In actuality it’s not that bad. Often, going into the pose I feel really ill but once I’m there and I’m breathing as the teacher is telling me to, I feel stable and not like I’m going to throw up. And I sweat. Everyone sweats. You have to bring a full towel to cover your yoga mat because you will sweat so much it’ll be as wet as if you’ve dunked it into a swimming pool by the time you’ve finished.
I went for the first time because I was looking at lots of photos of yoga people on Tumblr and I decided I wanted to be cool like them. I am ridiculously influenced by things I see around me. I’ve just finished painting my nails green after seeing a girl at work with green nails and deciding I want green nails too.

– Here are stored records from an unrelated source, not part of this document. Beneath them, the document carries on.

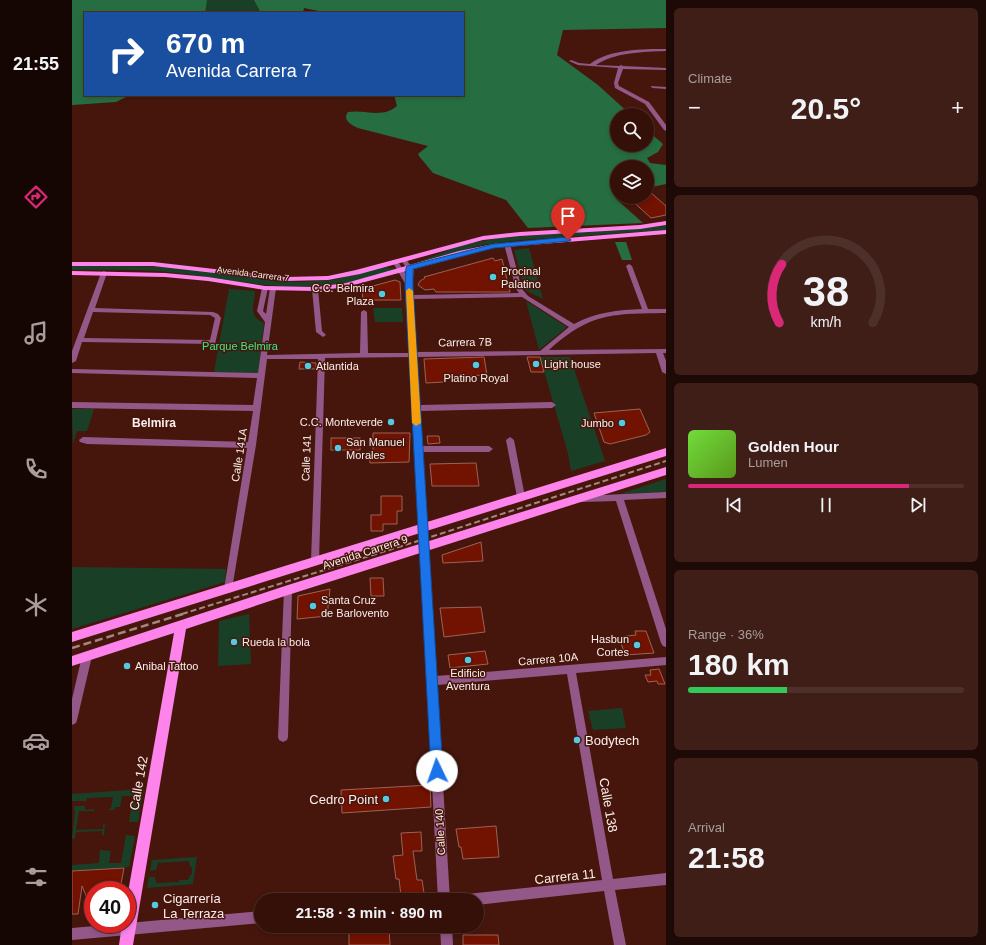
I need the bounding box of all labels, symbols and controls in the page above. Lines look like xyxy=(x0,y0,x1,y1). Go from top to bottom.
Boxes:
icon: right xyxy=(100,28,152,80)
text: 670 m xyxy=(166,28,245,59)
text: 21:55 xyxy=(13,54,59,74)
text: Avenida Carrera 7 xyxy=(166,61,312,81)
text: Climate xyxy=(688,71,732,86)
text: 20.5° xyxy=(791,92,861,125)
text: − xyxy=(688,95,701,120)
text: + xyxy=(951,95,964,120)
map controls xyxy=(610,108,654,204)
button: search xyxy=(610,108,654,152)
button: layers xyxy=(610,160,654,204)
icon: directions xyxy=(22,183,50,211)
pin xyxy=(551,199,585,240)
icon: arrive xyxy=(557,205,579,227)
street label: Avenida Carrera 7 xyxy=(216,265,290,283)
place label: Procinal Palatino xyxy=(501,265,541,290)
text: 38 xyxy=(803,268,849,315)
marker: Procinal Palatino xyxy=(488,272,498,282)
place label: C.C. Belmira Plaza xyxy=(312,282,375,307)
marker: C.C. Belmira Plaza xyxy=(377,289,387,299)
text: km/h xyxy=(811,314,842,330)
icon: music xyxy=(22,319,50,347)
street label: Carrera 7B xyxy=(438,336,492,348)
park label: Parque Belmira xyxy=(202,340,279,352)
place label: Light house xyxy=(544,358,601,370)
marker: Light house xyxy=(531,359,541,369)
place label: Atlantida xyxy=(316,360,360,372)
marker: Platino Royal xyxy=(471,360,481,370)
marker: Atlantida xyxy=(303,361,313,371)
place label: Platino Royal xyxy=(444,372,508,384)
district label: Belmira xyxy=(132,416,176,430)
place label: C.C. Monteverde xyxy=(300,416,383,428)
marker: C.C. Monteverde xyxy=(386,417,396,427)
place label: Jumbo xyxy=(581,417,614,429)
marker: Jumbo xyxy=(617,418,627,428)
street label: Calle 141A xyxy=(229,427,249,483)
street label: Calle 141 xyxy=(299,435,313,481)
place label: San Manuel Morales xyxy=(346,436,405,461)
text: Golden Hour xyxy=(748,438,839,455)
marker: San Manuel Morales xyxy=(333,443,343,453)
icon: phone xyxy=(22,455,50,483)
text: Lumen xyxy=(748,455,788,470)
icon: previous xyxy=(723,494,745,516)
icon: pause xyxy=(815,494,837,516)
icon: next xyxy=(907,494,929,516)
street label: Avenida Carrera 9 xyxy=(321,533,409,571)
icon: climate xyxy=(22,591,50,619)
place label: Santa Cruz de Barlovento xyxy=(321,594,389,619)
marker: Santa Cruz de Barlovento xyxy=(308,601,318,611)
text: Range · 36% xyxy=(688,627,764,642)
place label: Hasbun Cortes xyxy=(591,633,629,658)
place label: Rueda la bola xyxy=(242,636,311,648)
marker: Rueda la bola xyxy=(229,637,239,647)
marker: Hasbun Cortes xyxy=(632,640,642,650)
text: 180 km xyxy=(688,648,790,681)
street label: Carrera 10A xyxy=(518,650,579,668)
marker: Edificio Aventura xyxy=(463,655,473,665)
place label: Anibal Tattoo xyxy=(135,660,198,672)
marker: Anibal Tattoo xyxy=(122,661,132,671)
place label: Edificio Aventura xyxy=(446,667,491,692)
icon: car xyxy=(22,727,50,755)
place label: Bodytech xyxy=(585,733,639,748)
marker: Bodytech xyxy=(572,735,582,745)
position arrow xyxy=(416,750,458,792)
street label: Calle 142 xyxy=(126,755,151,811)
street label: Calle 138 xyxy=(596,777,621,833)
place label: Cedro Point xyxy=(309,792,378,807)
marker: Cedro Point xyxy=(381,794,391,804)
street label: Calle 140 xyxy=(433,808,447,856)
text: Arrival xyxy=(688,820,725,835)
text: 21:58 xyxy=(688,841,765,874)
icon: filters xyxy=(22,863,50,891)
street label: Carrera 11 xyxy=(534,866,596,887)
speed limit sign: 40 xyxy=(84,881,136,933)
place label: Cigarrería La Terraza xyxy=(163,891,225,921)
marker: Cigarrería La Terraza xyxy=(150,900,160,910)
text: 21:58 · 3 min · 890 m xyxy=(296,904,442,921)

I made the boyfriend a strawberry – avocado – spinach sandwich the other day because I saw a photo of it online and decided I wanted one. And so with yoga, I decided I wanted to be the people in the photos and so I joined my friend in her class.
I’m going to be completely honest here and say that while mental pictures of me being cool and flexible were what brought me to Bikram yoga, it is the changes to my body that keep me going. Sure, it’s water weight. But you burn about 1000 calories each class, and I do see a difference the morning after every session. My legs look amazing. So amazing I just go out wearing knee high socks and I don’t even care. I’m 26, I go to the gym often, I eat well and now I have this one thing that boosts my confidence and my legs look amazing and I don’t even care if I’m not “meant” to wear knee high socks.
The other reason why I keep going back is that I have pretty weak knees and the heat in the room makes the exercises a lot kinder to my joints. I’m a lot more flexible in the hot room, and my knees aren’t nagging me nearly as much any more. I feel they are much stronger which is great.
The downside is that it IS super scary. Being told that wanting to pass out is normal is usually a sign that you should get the hell out of there. I still can’t do the whole routine through. There’s this pose called the camel pose which looks simple but comes towards the end of the routine and I can’t even start to bend back – I just want to vomit. The best I can do it kneel “Japanese style” and wish for the day that my Bikram sea sickness goes away.
The last scary part is that the routine and the teachers push you. If you clicked on the camel pose video above you’d have heard the teacher say “it’s supposed to hurt”. Things like that are said often. They want you to push yourself beyond your boundaries and stretch that little bit more but often it’s said in ways that sound like they don’t have your health as their priority. However, when doing this kind of yoga you really need to just listen to your body – you know your limits – and use your common sense.
HERE is a nice video showing each of the poses in the routine. It’s pretty positive. But if you search you can find lots of negative things about the yoga and its founder. Personally, Bikram yoga makes me feel better about myself and as long as I look after myself, I don’t see it having a negative impact on me.